Configuring RADIUS Enforcement

Genian ZTNA includes a built in RADIUS server for use with wireless and wired 802.1x authentication (credential or client certificate), or MAC/MAB Authentication (based on MAC Address only).

In order for the Genian ZTNA RADIUS server to accept authentication requests from RADIUS clients/authenticators (switches, controllers, access points, etc), they must first be added as a known RADIUS client. See the instructions below to add RADIUS clients to the RADIUS server.

The RADIUS server can also register devices into the policy server database. IP addresses and other information can be collected through RADIUS accounting.

Enable Built-In RADIUS Server

  1. Go to Preferences in the top panel.
  2. Go to Service > RADIUS Server in the left panel.

Under RADIUS Secret

  1. For Shared Secret Key, enter the shared secret key for RADIUS the client/authenticator. This must match what is configured on the switch, controller or access point.
  2. For RADIUS Client IP, enter the IP address or addresses. Each entry must be on a separate line. Individual IPs and CIDR notation for subnets are supported.

Under Authentication Server

  1. For Generating Accounting, select On to allow for node information collection, if the RADIUS Clients do not support accounting.

For information on RADIUS Accounting from External RADIUS Servers, see: Single Sign-On

802.1X Authentication

802.1X is an IEEE Standard for port-based Network Access Control (PNAC). It is part of the IEEE 802.1 group of networking protocols. It provides an authentication mechanism to devices wishing to attach to a LAN or WLAN.

802.1X authentication involves three parties: a supplicant, an authenticator, and an authentication server.

The supplicant is a client device (such as a laptop) that wishes to attach to the LAN/WLAN. The term 'supplicant' is also used interchangeably to refer to the software running on the client that provides credentials to the authenticator.

The authenticator is a network device, such as an Ethernet switch, wireless controller or wireless access point. The authenticator acts like a security guard to a protected network. The supplicant is not allowed access through the authenticator to the protected side of the network until the supplicant’s identity has been validated and authorized.

With 802.1X port-based authentication, the supplicant provides credentials, such as username/password or digital certificate, to the authenticator, and the authenticator forwards the credentials to the authentication server for verification. If the authentication server determines the credentials are valid, the supplicant (client device) is allowed to access resources located on the protected side of the network.

MAC Authentication Bypass (MAB)

Not all devices support 802.1X authentication. Examples include network printers, Ethernet-based electronics like environmental sensors, cameras, and wireless phones. For those devices to be used in a protected network environment, alternative mechanisms must be provided to authenticate them.

For wired networks, when Mac Authentication/ MAB is configured on a port, the port will first try to check if the connected device is configured for 802.1X (has an active supplicant), and if no response is received from the connected device, it will try to authenticate with the RADIUS server using the connected device's MAC address as the username and password. You may also configure switch ports to only perform MAC authentication (speeding up the process) or in many cases, the option to change the authentication order is also available (MAC authentication first followed by 802.1X authentication). This will vary by switch vendor.
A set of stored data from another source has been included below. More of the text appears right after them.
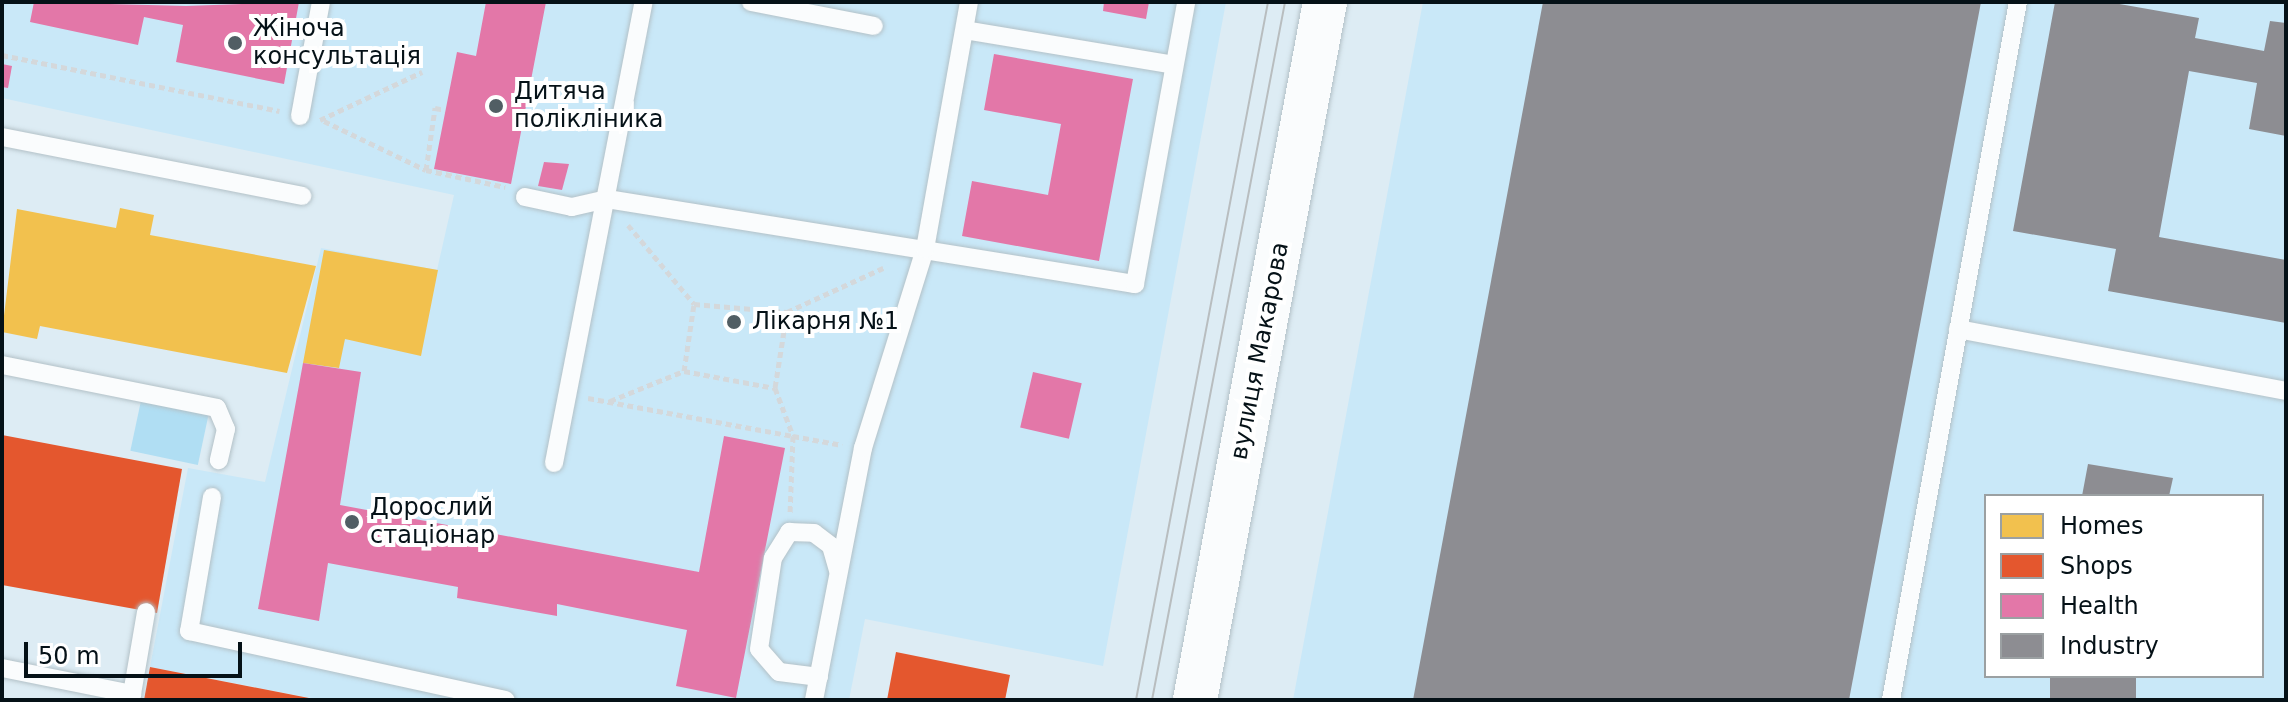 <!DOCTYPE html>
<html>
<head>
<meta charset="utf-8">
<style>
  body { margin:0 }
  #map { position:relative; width:2288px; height:702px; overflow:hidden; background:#ddecf4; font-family:"DejaVu Sans",sans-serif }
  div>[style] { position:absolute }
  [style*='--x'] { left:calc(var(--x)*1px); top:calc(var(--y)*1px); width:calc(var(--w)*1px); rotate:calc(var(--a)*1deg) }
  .built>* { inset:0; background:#c9e8f8 }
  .green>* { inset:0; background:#b0def3; transform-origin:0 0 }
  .homes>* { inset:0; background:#f2c14e }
  .shops>* { inset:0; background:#e4572e }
  .health>* { inset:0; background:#e377a8; transform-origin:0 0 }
  .industry>* { inset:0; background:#8d8d92; transform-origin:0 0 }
  .path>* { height:5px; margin-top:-2.5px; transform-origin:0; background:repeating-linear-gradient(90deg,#d4d8db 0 6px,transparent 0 10px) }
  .roads { filter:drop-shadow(0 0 2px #b3c1c7) drop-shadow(0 0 2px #b3c1c7) }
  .lane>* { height:18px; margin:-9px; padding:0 9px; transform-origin:9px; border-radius:9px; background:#fafcfd }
  .secondary>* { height:44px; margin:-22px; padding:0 22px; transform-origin:22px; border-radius:22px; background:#fafcfd }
  .tram>* { height:2px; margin:-1px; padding:0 1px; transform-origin:1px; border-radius:1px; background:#b8bdbf }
  .dots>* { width:22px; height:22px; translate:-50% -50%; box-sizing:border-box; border:4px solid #fff; border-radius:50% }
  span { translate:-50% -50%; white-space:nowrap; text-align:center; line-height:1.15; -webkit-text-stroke:8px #fff; paint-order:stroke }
  .poi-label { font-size:24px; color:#051117 }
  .left { translate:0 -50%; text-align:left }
  .street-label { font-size:24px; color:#051117 }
  .frame { position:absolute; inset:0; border:4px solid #051117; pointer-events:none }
  .legend { position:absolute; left:1984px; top:494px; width:280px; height:184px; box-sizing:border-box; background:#fff; border:2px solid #9ba0a2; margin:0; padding:10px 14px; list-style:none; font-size:24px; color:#051117 }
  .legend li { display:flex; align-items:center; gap:16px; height:40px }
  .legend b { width:40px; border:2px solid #9ba0a2 }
  .scale { position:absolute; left:24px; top:642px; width:218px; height:36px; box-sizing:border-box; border:4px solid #051117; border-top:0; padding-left:10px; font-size:24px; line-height:28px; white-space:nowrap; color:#051117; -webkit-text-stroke:6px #fff; paint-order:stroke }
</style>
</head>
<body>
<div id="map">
  <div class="built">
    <i style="clip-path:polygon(2px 2px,1226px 2px,1103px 666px,865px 619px,849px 700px,322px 700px,150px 667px,188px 468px,265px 482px,321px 248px,437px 270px,454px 195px,2px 98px)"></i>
    <i style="clip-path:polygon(evenodd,1423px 2px,2286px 2px,2286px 700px,1293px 700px,1423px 2px,1986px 496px,2262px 496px,2262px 676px,1986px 676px,1986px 496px)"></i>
  </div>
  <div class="green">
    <i style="left:142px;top:396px;width:69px;height:56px;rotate:12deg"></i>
  </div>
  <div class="homes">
    <i style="clip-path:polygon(120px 208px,154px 215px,150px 235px,316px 266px,287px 373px,40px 326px,37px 339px,2px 332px,17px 209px,116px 228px)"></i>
    <i style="clip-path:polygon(324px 250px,438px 270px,421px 356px,345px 339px,339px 368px,303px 363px)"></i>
  </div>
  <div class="shops">
    <i style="clip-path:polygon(2px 435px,182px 469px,157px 613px,2px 585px)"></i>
    <i style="clip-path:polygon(896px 652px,1010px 675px,1005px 700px,887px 700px)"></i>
    <i style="clip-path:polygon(150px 667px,314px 699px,314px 700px,144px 700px)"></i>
  </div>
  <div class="health">
    <i style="clip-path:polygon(34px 2px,186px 6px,299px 2px,284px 84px,176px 62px,183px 25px,144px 17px,138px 45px,30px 22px)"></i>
    <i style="clip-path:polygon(486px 2px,546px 2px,511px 184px,434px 169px,457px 52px,476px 56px)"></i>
    <i style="clip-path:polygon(1104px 2px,1149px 2px,1146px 19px,1103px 11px)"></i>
    <i style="clip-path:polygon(994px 54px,1133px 79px,1099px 261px,962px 236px,972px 181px,1048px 195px,1061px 124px,984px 110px)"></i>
    <i style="clip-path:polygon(2px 64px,12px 66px,8px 88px,2px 87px)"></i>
    <i style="clip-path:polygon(544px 162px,569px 164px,562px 190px,538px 186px)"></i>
    <i style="clip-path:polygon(303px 363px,361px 372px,340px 505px,699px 572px,724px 436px,785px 448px,736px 698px,676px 686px,687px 630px,557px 604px,557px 616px,457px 598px,458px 587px,328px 563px,319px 621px,258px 609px)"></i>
    <i style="left:1033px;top:372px;width:50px;height:57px;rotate:13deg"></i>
  </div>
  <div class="industry">
    <i style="clip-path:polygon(1543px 2px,1981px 2px,1849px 700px,1413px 700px)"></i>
    <i style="clip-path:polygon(2055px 2px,2108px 2px,2199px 18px,2195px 38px,2264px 51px,2270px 21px,2286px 23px,2286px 136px,2249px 129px,2257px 83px,2189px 71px,2159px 237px,2286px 260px,2286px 323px,2108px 291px,2116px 249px,2013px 231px)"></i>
    <i style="clip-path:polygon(2088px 464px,2173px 478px,2169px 496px,2082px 496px)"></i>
    <i style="left:2050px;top:676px;width:86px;height:25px"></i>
  </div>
  <div class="path">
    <i style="--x:2;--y:55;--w:283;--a:11.4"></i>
    <i style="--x:320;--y:120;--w:113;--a:-25.2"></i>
    <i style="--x:324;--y:121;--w:113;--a:25.7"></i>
    <i style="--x:426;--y:170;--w:81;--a:12.1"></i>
    <i style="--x:426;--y:170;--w:63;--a:-81.7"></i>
    <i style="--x:435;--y:108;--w:10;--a:11"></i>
    <i style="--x:628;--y:225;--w:103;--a:50.1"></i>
    <i style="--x:694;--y:304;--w:93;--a:4.9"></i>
    <i style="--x:787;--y:312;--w:106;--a:-24.6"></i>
    <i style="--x:787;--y:312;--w:77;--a:99"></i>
    <i style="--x:775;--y:388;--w:51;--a:69.4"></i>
    <i style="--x:793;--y:436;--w:50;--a:10.4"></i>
    <i style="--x:684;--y:371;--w:93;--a:10.6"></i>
    <i style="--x:588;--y:398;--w:208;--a:10.5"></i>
    <i style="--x:793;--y:436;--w:77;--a:92.2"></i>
    <i style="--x:610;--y:401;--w:80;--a:-22.1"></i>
    <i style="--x:684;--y:371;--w:68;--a:-81.5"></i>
  </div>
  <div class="roads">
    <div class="lane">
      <i style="--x:751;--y:2;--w:125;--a:11"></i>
      <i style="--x:965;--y:30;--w:212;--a:9.5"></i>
      <i style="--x:300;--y:116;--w:116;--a:-79.6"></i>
      <i style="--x:2;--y:137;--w:306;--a:11.1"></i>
      <i style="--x:525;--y:197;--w:48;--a:12"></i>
      <i style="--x:572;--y:207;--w:36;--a:-13"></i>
      <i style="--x:607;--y:199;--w:535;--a:9.15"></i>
      <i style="--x:1135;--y:284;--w:287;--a:-79.7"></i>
      <i style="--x:1958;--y:329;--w:334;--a:10.7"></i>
      <i style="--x:2;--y:365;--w:219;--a:11.3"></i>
      <i style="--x:217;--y:408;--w:23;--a:67"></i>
      <i style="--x:226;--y:429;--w:32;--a:103"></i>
      <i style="--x:554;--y:463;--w:470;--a:-79"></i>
      <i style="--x:212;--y:497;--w:136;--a:99.7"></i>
      <i style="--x:189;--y:631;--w:324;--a:12.3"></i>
      <i style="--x:2;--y:668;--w:133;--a:11.3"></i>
      <i style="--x:132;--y:694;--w:6;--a:108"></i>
      <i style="--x:819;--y:677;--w:40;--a:-172.9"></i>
      <i style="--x:779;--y:672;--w:30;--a:-131"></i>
      <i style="--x:759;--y:649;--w:92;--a:-81.3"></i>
      <i style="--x:773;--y:558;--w:31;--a:-58"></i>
      <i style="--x:789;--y:532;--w:25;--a:2"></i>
      <i style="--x:814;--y:533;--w:21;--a:37"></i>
      <i style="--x:831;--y:546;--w:25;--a:74"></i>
      <i style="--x:132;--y:694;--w:83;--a:-80.3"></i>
      <i style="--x:814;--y:700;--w:257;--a:-79"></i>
      <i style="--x:863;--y:448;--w:208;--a:-72.7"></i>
      <i style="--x:925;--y:249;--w:251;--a:-79.9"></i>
      <i style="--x:1891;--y:700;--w:709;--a:-79.69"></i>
    </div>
    <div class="secondary">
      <i style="--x:1195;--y:700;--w:710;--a:-79.45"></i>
    </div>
  </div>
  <div class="tram">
    <i style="--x:1136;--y:700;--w:710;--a:-79.29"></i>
    <i style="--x:1152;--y:700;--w:711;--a:-79.21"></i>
  </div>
  <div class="dots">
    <i style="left:235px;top:43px;background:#515e64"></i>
    <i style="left:496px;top:106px;background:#515e64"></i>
    <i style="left:734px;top:322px;background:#515e64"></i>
    <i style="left:352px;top:522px;background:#515e64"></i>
  </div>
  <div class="poi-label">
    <span class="left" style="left:253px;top:43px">Жіноча<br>консультація</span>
    <span class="left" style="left:514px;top:106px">Дитяча<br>полікліника</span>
    <span class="left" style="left:752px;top:322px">Лікарня №1</span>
    <span class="left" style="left:370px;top:522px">Дорослий<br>стаціонар</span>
  </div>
  <div class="street-label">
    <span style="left:1260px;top:351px;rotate:-79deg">вулиця Макарова</span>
  </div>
  <div class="frame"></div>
  <ul class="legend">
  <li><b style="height:22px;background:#f2c14e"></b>Homes</li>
  <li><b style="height:22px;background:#e4572e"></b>Shops</li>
  <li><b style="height:22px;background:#e377a8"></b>Health</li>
  <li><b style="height:22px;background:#8d8d92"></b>Industry</li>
  </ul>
  <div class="scale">50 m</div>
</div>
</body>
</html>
For wireless networks, the authentication method is typically set on a per SSID basis and is either 802.1X/WPA2E or MAC authentication but not both.

Authorization

AAA refers to Authentication, Authorization and Accounting. Once an endpoint device successfully authenticates to a network, authorization is optional.

Authorization is a method to authorize the device a specific level of access (such as a VLAN or ACL) or apply other attributes to the device that control certain aspects of connectivity (such as QoS attributes).

The Genian ZTNA RADIUS Server supports authorization in the form of initial VLAN assignment. Additional access controls are available with Genian ZTNA outside of the RADIUS server as well (ACLs via ARP Enforcement, etc).